Inflasi November membuat Indeks Harga Konsumen (IHK) naik dari 109,04 pada Oktober menjadi 109,22. Secara tahunan (year-on-year), inflasi tercatat 2,72%, sementara inflasi tahun kalender mencapai 2,27%.
Kelompok perawatan pribadi dan jasa lainnya menjadi penyumbang inflasi bulanan terbesar dengan inflasi 1,21%, memberi andil 0,09%. Komoditas emas perhiasan menjadi faktor dominan dalam kelompok ini dengan andil 0,08%.
Pada November saja, emas perhiasan mengalami inflasi 3,99%, sedikit melandai dibandingkan bulan sebelumnya.
Selain emas, beberapa komoditas lain juga mendorong inflasi, antara lain tarif angkutan udara dengan andil 0,04%, bawang merah dengan andil 0,03%, ikan segar dengan andil 0,02% dan wortel dengan andil 0,02%.
BPS menjelaskan, tarif pesawat naik 6,02% pada November, sejalan pola historis yang menunjukkan tarif cenderung meningkat pada Oktober–Desember, kecuali pada 2022 dan 2024.
Sejumlah komoditas justru memberi andil deflasi, terutama yang berasal dari kelompok makanan. Di antaranya, daging ayam ras dengan andil deflasi 0,03%, beras dengan andil deflasi 0,02%, cabai merah dengan andil deflasi 0,02% dan telur ayam ras dengan andil 0,01%.

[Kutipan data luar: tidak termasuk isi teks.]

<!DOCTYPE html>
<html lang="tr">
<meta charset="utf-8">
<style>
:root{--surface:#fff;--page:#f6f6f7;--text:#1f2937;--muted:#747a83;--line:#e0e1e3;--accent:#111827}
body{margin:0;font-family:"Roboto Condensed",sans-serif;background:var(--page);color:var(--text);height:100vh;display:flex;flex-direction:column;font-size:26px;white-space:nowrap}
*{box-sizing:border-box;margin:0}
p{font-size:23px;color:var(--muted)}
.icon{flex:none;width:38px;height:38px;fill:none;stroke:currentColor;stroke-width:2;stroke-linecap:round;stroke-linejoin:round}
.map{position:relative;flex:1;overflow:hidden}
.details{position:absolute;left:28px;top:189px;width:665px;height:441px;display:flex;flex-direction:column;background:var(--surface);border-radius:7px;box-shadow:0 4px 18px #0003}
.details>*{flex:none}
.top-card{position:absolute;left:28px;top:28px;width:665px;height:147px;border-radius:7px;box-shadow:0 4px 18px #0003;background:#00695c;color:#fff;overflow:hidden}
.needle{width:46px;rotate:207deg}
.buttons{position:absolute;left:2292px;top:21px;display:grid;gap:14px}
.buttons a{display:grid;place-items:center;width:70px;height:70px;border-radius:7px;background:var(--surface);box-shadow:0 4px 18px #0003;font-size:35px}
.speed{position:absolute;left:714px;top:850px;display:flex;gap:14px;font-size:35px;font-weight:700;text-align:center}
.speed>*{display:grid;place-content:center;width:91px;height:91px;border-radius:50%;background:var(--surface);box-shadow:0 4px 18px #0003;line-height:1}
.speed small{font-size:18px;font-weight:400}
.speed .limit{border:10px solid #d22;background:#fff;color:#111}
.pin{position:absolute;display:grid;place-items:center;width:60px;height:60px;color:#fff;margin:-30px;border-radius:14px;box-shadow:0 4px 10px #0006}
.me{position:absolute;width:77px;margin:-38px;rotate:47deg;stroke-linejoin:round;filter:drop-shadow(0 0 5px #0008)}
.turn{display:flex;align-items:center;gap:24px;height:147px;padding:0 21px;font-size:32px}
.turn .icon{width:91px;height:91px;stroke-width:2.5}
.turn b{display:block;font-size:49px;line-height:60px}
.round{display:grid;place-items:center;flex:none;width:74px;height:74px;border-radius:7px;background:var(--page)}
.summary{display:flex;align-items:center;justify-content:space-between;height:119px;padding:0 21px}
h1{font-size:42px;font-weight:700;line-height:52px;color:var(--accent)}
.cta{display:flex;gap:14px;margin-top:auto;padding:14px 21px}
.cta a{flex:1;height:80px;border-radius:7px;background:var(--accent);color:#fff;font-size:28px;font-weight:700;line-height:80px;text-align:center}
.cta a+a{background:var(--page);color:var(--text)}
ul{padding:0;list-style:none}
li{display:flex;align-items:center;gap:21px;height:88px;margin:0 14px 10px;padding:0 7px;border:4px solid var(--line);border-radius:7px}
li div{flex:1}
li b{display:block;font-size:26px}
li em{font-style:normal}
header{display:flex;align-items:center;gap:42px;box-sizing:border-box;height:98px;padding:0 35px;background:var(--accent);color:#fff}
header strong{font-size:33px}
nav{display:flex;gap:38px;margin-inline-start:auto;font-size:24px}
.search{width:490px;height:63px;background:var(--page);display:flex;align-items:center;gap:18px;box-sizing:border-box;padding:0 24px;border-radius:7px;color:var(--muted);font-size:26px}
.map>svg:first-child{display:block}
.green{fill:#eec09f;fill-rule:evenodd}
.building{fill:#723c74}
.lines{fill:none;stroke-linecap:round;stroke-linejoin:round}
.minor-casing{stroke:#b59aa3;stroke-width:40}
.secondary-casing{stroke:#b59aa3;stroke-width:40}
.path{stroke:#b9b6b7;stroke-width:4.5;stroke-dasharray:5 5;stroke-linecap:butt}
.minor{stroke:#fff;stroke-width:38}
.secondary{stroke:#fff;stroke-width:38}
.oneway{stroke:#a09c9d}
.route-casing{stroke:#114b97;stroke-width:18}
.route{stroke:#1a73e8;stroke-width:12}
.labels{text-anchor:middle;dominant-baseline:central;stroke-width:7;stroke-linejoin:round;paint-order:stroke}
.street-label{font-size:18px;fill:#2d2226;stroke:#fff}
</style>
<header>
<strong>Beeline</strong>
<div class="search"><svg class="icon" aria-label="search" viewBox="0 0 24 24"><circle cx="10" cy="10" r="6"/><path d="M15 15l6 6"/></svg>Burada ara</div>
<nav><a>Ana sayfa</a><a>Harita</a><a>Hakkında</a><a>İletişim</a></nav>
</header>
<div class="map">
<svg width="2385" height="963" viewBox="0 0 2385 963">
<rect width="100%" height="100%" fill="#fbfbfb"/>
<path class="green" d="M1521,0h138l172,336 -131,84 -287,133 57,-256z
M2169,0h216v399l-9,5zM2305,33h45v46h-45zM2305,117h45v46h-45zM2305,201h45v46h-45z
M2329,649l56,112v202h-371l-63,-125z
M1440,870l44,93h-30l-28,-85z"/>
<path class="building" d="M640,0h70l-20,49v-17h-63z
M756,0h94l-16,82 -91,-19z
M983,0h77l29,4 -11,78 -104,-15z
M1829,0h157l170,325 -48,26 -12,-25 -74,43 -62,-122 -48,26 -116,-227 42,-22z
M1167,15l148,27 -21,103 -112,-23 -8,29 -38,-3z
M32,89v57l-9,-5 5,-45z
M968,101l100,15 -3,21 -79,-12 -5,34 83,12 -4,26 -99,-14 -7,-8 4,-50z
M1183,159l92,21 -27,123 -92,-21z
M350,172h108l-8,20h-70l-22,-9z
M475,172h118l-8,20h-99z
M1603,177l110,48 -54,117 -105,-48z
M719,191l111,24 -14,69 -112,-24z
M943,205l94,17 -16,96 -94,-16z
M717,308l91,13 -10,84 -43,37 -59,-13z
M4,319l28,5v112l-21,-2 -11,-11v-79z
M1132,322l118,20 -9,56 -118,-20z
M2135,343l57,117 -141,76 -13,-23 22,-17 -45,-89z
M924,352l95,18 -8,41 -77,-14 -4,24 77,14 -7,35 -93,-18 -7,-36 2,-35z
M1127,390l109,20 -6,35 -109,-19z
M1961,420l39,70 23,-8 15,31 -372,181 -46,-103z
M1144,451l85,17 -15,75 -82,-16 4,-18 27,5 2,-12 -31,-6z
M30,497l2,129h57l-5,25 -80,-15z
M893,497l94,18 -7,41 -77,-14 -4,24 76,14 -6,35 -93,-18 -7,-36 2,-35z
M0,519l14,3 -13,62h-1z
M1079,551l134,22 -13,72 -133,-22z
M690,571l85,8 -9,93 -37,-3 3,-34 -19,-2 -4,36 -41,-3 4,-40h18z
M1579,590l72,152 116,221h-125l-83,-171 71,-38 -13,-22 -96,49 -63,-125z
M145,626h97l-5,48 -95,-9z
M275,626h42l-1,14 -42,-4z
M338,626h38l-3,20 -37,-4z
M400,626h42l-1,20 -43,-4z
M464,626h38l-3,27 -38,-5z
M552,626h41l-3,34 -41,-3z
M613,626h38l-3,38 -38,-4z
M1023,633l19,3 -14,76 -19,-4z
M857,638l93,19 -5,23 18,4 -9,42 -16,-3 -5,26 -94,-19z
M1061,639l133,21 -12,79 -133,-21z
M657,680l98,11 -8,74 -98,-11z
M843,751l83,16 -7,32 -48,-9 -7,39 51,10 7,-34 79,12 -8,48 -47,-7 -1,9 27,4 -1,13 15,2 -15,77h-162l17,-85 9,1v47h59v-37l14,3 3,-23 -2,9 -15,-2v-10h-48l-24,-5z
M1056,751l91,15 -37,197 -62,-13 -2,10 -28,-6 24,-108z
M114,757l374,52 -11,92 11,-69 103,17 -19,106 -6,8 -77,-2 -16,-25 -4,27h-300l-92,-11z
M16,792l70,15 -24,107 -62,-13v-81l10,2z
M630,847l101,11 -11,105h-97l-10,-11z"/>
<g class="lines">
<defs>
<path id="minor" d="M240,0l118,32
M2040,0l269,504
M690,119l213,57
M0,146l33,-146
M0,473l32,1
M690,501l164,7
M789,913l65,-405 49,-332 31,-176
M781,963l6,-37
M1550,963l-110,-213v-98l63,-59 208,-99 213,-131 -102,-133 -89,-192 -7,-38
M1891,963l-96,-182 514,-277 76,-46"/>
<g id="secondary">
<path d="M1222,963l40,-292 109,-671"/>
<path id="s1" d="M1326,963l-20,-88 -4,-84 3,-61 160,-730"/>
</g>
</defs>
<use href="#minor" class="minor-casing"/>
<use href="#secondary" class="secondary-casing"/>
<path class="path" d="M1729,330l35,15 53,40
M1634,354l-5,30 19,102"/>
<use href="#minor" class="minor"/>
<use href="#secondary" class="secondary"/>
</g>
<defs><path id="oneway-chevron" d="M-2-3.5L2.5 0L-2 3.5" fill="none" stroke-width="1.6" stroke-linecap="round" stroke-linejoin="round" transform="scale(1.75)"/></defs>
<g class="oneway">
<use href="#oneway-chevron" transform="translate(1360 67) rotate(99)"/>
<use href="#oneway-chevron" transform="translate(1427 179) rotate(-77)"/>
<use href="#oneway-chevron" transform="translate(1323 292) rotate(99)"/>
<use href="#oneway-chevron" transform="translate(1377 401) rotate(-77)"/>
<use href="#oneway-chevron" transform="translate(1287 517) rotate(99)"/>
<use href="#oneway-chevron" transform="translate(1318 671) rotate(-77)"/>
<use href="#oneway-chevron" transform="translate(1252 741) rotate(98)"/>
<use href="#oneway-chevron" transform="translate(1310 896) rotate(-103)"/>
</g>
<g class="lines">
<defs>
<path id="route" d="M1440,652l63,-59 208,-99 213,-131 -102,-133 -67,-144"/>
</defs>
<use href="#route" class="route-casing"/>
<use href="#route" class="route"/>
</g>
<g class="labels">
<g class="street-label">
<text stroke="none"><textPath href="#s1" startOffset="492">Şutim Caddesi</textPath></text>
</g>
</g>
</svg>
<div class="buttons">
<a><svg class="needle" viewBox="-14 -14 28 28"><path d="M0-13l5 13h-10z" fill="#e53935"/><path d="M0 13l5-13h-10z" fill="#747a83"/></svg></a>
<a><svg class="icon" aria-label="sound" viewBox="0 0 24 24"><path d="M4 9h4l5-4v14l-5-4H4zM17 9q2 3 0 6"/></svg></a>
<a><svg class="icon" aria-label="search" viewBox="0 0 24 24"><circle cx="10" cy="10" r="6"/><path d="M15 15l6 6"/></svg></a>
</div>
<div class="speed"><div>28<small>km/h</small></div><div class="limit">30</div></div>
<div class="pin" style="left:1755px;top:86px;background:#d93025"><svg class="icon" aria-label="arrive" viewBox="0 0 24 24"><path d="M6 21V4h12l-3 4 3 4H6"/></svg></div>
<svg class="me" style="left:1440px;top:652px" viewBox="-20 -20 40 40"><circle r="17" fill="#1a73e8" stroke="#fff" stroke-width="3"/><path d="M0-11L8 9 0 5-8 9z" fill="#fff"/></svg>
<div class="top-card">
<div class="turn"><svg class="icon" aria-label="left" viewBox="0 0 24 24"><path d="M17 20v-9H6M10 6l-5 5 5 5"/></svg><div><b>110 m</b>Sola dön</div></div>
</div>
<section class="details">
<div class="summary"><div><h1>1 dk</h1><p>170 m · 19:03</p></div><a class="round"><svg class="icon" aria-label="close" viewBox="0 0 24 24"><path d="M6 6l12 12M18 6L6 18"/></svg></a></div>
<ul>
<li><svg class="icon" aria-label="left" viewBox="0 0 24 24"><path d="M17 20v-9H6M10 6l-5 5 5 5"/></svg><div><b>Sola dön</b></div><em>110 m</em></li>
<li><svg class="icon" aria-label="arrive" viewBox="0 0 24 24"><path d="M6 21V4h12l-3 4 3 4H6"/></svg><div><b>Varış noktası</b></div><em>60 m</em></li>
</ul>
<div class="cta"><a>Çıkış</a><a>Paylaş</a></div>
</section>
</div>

Beras tercatat mengalami deflasi 0,59%, terjadi di 28 provinsi, sementara delapan provinsi mencatat inflasi dan dua stabil.
“Secara historis, komoditas beras di bulan November 2022 dan 2023 mengalami inflasi, dengan tingkat inflasi yang lebih rendah dibandingkan bulan sebelumnya. Sedangkan pada November 2024 dan 2025, komoditas beras mengalami deflasi, lebih dalam dibandingkan bulan sebelumnya,” jelas Pudji.
Dari sisi komponennya, seluruh komponen inflasi mencatat kenaikan: Inflasi inti sebesar 0,17% (andil 0,11%), didorong emas perhiasan. Kemudian, inflasi harga diatur pemerintah sebesar 0,24% (andil 0,05%), didorong tarif angkutan udara. Dan, inflasi harga bergejolak sebesar 0,02% (andil 0,01%), dipengaruhi komoditas hortikultura seperti bawang merah, wortel, jeruk, sawi hijau, ketimun, dan kacang panjang.